Others aren’t so sure.

“This is a serious mission area,” said Lisa Mensah, former undersecretary for rural development in the Obama administration and now president and CEO of the Opportunity Finance Network, a group of community development financial institutions. “It’s a serious portfolio that needs serious supervision.”

At stake are dozens of programs ranging from the Rural Energy for America Program, which provides loan guarantees and grants to farmers and rural small businesses, to the Advanced Biofuel Payment Program, which pays producers for biofuel products. That’s in addition to programs that help rural businesses conduct energy audits, make loans to rural electric cooperatives, and make loans and grants to help build water and sewer systems in rural areas.

The agency has a total loan portfolio of about $215 billion, Mensah said.

In announcing the change last week as part of a broader reorganization of USDA, Perdue called the decision on rural development an “elevation” that would have those programs answer directly to him. He also said he was creating a new undersecretary post for trade, meeting a farm bill mandate, although creating the new post doesn’t require eliminating an existing one.

“It is my commitment to always argue for the needs of rural America, which is why we are elevating Rural Development within USDA,” Perdue said in a news release. “No doubt, the opportunity we have here at the USDA in rural development is unmatched.”

While lawmakers praised the move on trade, Perdue’s decision on rural development hasn’t won much approval in Congress.

Senate Agriculture Chairman Pat Roberts (R-Kan.) said he hopes the reorganization will benefit rural areas and that he was planning to review it in more detail; the ranking Democrat on the committee, Michigan Sen. Debbie Stabenow said in a statement, “I have real concerns about eliminating the Undersecretary for Rural Development. This proposal would eliminate an important voice for rural America and bypass Congress’s role to confirm a qualified nominee.”

One of Perdue’s Democratic allies in Congress, Rep. Sanford Bishop (D-Ga.), called the elimination of the undersecretary position “new territory” and said he would analyze the proposal to ensure it makes the programs “more streamlined, less onerous, and more responsive.”

Perdue’s allies say he is a firm supporter of rural areas, having grown up on a farm in Georgia.
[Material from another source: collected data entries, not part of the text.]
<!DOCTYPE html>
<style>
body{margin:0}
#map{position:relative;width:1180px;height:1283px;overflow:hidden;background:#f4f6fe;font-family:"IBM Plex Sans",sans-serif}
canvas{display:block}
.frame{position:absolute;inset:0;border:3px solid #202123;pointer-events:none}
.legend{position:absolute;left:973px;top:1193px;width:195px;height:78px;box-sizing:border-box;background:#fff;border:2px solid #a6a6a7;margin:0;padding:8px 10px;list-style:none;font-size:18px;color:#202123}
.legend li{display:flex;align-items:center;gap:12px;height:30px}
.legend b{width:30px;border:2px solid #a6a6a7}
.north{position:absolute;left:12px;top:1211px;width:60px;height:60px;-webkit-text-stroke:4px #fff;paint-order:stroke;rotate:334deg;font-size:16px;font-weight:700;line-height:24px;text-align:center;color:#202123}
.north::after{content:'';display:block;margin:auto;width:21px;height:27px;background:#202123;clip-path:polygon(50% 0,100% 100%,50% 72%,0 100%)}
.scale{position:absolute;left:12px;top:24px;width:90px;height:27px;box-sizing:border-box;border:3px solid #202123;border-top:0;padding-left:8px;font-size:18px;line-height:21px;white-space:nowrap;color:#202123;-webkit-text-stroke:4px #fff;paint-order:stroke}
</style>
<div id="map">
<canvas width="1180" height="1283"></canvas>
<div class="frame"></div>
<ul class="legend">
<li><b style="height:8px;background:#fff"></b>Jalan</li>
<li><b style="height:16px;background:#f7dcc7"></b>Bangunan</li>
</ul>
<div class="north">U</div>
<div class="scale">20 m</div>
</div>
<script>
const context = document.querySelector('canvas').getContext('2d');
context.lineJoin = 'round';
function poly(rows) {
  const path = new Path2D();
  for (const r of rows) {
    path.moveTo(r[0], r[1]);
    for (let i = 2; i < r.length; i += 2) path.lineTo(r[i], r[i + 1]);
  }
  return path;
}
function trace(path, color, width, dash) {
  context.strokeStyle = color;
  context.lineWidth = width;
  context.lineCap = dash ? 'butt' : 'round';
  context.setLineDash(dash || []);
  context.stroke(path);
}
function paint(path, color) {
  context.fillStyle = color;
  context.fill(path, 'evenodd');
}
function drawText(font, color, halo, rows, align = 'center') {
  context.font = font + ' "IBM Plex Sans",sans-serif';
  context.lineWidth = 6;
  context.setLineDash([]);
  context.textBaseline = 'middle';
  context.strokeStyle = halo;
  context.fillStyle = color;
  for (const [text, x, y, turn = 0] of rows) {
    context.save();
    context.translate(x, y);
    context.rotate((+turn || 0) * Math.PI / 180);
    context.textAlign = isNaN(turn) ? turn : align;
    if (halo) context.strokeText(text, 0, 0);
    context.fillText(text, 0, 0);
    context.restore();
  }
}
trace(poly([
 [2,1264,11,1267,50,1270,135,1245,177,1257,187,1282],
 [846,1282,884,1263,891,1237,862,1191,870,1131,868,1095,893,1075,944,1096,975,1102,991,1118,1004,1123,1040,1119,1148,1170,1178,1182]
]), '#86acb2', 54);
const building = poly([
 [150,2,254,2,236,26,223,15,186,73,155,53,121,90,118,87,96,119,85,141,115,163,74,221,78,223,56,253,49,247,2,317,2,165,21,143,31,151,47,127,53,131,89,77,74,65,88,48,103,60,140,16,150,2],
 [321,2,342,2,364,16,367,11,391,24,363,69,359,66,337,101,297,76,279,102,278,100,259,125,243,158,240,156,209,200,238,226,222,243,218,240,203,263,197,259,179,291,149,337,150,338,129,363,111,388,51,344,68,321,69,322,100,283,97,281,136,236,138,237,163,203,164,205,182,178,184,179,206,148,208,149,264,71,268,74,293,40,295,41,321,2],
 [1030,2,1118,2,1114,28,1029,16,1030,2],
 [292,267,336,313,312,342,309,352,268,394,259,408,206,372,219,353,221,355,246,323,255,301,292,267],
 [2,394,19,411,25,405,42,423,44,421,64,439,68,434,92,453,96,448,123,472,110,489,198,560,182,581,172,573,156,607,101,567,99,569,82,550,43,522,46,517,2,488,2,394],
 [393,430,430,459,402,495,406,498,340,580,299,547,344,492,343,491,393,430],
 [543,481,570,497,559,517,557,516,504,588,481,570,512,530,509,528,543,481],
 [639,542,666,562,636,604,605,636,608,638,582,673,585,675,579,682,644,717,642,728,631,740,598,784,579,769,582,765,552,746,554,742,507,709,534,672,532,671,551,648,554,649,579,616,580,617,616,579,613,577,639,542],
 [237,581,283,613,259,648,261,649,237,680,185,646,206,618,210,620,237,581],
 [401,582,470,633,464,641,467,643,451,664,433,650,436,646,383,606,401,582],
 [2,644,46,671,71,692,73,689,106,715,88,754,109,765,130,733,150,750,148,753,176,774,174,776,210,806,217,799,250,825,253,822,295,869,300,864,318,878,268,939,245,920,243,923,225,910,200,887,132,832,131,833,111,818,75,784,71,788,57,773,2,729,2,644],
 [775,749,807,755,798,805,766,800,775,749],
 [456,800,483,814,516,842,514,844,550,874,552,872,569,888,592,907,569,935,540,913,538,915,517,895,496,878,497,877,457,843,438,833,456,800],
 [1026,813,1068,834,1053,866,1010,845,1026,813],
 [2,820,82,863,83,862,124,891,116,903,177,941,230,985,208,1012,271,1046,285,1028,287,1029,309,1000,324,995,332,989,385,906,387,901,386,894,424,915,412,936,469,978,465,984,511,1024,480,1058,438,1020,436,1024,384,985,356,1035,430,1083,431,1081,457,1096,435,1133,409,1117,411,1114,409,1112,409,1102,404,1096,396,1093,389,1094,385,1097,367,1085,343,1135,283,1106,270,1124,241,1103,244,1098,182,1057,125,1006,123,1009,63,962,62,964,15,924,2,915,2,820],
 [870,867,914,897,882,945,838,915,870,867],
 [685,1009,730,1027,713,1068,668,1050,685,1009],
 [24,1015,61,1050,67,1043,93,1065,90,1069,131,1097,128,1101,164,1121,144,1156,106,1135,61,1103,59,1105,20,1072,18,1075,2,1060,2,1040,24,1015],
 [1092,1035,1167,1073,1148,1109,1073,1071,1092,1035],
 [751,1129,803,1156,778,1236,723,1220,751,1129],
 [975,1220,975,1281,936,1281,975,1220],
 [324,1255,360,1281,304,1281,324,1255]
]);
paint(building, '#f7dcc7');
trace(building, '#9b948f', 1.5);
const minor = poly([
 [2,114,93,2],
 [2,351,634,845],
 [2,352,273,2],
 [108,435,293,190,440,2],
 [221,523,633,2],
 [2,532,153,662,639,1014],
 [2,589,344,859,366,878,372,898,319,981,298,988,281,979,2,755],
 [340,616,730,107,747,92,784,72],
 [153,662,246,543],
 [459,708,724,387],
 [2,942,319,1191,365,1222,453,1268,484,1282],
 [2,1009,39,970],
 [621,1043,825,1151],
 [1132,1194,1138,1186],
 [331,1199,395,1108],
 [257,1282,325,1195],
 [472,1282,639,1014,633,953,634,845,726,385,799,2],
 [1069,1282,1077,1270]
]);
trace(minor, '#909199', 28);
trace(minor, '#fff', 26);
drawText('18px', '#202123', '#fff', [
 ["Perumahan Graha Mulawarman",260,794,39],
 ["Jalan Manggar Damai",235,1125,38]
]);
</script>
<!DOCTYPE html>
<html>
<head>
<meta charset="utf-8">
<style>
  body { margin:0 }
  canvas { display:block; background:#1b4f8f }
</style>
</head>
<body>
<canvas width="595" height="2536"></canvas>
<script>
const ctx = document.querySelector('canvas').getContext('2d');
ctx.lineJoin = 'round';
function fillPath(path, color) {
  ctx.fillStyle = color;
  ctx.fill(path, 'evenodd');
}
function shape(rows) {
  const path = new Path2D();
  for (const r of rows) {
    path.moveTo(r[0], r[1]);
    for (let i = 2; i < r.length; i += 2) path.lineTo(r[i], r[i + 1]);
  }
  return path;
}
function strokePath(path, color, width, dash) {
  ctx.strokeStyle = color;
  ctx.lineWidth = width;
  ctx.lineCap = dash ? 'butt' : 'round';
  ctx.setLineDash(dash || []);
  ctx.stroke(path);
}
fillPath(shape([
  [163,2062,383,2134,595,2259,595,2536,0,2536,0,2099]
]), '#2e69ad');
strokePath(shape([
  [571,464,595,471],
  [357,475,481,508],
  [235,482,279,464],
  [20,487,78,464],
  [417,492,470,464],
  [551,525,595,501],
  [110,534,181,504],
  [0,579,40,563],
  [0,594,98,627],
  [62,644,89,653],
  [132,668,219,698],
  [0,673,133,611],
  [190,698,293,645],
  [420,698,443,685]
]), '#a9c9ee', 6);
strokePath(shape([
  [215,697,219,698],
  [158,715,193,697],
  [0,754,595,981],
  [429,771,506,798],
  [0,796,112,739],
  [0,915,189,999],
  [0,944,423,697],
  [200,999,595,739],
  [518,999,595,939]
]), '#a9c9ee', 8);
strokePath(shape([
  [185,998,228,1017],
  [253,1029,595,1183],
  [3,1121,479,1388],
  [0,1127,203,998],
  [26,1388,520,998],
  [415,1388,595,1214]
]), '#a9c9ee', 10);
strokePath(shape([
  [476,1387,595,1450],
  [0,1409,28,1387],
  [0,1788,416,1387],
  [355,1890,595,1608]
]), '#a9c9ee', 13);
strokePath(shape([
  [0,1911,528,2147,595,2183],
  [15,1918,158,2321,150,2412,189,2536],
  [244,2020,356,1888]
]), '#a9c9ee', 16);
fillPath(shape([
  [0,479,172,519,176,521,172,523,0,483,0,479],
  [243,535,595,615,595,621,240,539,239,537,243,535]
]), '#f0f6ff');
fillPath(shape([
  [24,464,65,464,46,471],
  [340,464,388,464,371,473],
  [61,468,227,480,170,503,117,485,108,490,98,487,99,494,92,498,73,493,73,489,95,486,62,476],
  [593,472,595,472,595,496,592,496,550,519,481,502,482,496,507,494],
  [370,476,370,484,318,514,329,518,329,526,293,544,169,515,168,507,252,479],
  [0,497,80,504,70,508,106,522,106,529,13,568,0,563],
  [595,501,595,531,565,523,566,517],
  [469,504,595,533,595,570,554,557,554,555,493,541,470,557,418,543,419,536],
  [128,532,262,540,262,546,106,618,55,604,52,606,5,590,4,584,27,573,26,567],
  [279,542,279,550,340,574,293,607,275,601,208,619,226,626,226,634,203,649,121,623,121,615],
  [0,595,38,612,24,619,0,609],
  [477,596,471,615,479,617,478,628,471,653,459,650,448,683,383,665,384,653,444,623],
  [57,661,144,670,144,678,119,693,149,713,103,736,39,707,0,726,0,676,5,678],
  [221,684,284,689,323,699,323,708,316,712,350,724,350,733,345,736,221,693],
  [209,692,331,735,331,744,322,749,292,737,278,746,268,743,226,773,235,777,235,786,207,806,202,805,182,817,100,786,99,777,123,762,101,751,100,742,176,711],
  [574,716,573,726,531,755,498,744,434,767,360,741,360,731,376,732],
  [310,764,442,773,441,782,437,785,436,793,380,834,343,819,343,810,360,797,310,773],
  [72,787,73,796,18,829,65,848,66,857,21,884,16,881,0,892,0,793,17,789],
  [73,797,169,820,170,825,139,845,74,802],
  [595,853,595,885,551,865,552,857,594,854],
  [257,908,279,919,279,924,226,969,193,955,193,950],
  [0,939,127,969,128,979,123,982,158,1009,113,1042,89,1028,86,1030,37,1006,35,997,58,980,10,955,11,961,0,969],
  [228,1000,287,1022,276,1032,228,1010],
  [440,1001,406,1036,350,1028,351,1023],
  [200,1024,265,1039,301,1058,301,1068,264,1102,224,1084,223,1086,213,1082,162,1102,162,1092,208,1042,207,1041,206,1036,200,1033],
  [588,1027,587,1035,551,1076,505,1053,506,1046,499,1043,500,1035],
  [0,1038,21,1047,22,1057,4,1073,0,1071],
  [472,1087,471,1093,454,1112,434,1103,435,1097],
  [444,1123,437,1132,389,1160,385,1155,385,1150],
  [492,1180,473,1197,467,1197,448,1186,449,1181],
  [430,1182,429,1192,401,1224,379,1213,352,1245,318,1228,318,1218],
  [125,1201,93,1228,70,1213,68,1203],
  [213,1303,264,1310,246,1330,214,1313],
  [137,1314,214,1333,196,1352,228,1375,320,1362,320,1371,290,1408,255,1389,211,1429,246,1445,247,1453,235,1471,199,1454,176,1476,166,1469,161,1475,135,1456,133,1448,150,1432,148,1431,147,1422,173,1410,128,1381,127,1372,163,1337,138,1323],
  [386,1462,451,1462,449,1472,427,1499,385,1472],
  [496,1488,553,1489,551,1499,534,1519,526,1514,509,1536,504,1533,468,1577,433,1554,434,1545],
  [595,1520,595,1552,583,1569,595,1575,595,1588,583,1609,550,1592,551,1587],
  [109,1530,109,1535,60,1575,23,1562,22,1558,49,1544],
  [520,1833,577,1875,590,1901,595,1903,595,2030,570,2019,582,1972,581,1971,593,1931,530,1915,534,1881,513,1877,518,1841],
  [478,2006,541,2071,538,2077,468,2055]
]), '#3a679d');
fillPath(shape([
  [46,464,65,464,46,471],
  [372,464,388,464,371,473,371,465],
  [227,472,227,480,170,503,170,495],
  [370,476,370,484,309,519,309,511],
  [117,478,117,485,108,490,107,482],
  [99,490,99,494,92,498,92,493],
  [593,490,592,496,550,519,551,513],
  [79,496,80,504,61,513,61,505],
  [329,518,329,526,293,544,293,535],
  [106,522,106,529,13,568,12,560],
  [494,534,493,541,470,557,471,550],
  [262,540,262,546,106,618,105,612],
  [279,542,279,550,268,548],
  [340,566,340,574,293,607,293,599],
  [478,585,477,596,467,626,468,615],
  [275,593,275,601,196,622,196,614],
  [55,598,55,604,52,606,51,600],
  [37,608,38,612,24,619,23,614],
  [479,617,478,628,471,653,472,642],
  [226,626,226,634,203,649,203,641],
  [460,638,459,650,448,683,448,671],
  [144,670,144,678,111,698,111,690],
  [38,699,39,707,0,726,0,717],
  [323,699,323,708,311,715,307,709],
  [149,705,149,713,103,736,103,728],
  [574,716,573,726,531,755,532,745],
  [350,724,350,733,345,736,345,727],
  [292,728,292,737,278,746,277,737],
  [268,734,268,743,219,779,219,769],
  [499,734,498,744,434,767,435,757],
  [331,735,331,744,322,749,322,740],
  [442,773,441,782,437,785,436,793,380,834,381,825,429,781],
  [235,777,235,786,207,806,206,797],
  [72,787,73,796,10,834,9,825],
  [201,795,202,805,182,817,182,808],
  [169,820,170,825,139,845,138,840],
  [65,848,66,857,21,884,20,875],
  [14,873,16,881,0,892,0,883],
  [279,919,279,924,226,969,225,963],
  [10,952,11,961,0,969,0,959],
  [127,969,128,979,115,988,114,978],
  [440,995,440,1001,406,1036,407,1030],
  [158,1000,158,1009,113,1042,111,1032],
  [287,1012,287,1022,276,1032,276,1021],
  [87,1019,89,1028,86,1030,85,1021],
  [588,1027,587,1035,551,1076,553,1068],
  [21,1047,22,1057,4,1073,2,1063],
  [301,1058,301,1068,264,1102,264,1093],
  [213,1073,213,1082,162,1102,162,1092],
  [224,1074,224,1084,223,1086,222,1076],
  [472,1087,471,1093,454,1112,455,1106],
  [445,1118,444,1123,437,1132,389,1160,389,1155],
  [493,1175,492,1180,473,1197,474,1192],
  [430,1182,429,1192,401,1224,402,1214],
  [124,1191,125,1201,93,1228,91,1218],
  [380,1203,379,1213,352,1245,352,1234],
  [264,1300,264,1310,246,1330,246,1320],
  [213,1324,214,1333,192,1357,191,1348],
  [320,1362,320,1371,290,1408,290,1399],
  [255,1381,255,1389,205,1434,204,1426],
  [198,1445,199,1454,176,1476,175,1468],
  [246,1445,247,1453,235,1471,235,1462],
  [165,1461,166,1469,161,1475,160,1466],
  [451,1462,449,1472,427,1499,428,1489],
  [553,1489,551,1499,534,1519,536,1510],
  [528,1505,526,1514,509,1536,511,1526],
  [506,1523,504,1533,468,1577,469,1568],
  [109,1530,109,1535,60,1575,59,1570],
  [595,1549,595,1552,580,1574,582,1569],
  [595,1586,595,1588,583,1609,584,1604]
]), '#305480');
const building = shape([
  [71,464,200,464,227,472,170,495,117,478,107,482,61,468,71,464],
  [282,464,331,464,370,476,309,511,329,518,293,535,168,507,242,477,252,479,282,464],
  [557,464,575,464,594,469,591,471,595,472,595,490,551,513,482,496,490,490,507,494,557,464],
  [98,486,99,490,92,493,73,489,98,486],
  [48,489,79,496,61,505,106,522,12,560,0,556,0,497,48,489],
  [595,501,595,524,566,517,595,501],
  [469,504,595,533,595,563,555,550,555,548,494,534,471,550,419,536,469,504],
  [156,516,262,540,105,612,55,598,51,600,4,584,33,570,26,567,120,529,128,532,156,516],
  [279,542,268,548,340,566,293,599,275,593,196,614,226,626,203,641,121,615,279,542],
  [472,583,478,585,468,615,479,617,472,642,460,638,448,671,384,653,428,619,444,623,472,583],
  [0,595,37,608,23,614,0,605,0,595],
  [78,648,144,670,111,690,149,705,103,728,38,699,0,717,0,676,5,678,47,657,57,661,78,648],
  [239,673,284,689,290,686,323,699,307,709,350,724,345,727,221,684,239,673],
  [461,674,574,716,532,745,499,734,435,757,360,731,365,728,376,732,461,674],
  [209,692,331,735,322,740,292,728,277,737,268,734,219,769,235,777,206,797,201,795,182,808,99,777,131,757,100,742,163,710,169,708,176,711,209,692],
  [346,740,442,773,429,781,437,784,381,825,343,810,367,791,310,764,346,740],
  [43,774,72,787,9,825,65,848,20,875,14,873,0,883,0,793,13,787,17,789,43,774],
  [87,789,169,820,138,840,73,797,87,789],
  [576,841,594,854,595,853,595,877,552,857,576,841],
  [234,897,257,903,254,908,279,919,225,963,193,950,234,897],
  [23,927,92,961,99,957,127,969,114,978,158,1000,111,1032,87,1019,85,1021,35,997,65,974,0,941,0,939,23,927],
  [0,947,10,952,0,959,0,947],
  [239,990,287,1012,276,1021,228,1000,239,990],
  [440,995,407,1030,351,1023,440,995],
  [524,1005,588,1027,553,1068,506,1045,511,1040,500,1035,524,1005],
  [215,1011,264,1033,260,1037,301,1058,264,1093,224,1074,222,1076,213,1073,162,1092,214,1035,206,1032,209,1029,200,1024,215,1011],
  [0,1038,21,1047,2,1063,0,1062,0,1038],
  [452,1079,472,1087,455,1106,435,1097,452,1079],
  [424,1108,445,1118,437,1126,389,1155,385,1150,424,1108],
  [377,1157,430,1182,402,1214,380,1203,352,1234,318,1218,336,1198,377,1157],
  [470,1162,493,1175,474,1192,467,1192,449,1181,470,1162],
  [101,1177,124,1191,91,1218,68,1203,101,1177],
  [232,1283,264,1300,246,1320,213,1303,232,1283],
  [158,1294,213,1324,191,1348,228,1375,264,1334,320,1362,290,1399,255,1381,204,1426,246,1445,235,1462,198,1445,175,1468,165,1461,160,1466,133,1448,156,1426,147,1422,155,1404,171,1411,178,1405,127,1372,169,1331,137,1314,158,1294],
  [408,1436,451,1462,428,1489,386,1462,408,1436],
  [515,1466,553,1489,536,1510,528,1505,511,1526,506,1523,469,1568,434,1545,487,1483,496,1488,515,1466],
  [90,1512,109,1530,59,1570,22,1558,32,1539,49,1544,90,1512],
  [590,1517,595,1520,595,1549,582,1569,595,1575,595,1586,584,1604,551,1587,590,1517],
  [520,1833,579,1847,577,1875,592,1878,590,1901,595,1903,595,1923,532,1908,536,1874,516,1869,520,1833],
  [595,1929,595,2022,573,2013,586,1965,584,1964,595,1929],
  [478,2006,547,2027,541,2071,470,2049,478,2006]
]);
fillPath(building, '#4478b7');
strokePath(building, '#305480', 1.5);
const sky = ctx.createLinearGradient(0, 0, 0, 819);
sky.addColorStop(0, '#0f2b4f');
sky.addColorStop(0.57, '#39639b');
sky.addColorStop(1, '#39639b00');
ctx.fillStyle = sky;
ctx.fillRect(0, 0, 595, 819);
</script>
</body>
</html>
And it’s possible that he’ll take a direct interest in those programs, said former Agriculture Secretary Dan Glickman, who served in the Clinton administration.

“I do think he’s got a great interest in rural development,” said Glickman, who has worked with Perdue at the Bipartisan Policy Center, a think tank. But the secretary doesn’t have much time to take on additional responsibilities, he said.

“It’s hard to be secretary and undersecretary at the same time,” Glickman said.

The National Farmers Union and other groups criticized the plan yesterday in a letter to leaders of the House and Senate Agriculture committees. An undersecretary already reports directly to the secretary, they said, questioning Perdue’s reasoning that direct control would elevate rural development’s status.

The decision also comes as the administration calls for budget reductions at USDA, including in rural development programs, the groups said.

“These programs help make critical investments in our nation’s workforce and infrastructure. Many rural communities have not shared in the economic recovery and this is hardly the moment to downgrade the office and programs that are essential to improving the quality of life in rural America,” wrote the groups, which included the National Association of Counties, National Sustainable Agriculture Coalition and Environmental and Energy Study Institute.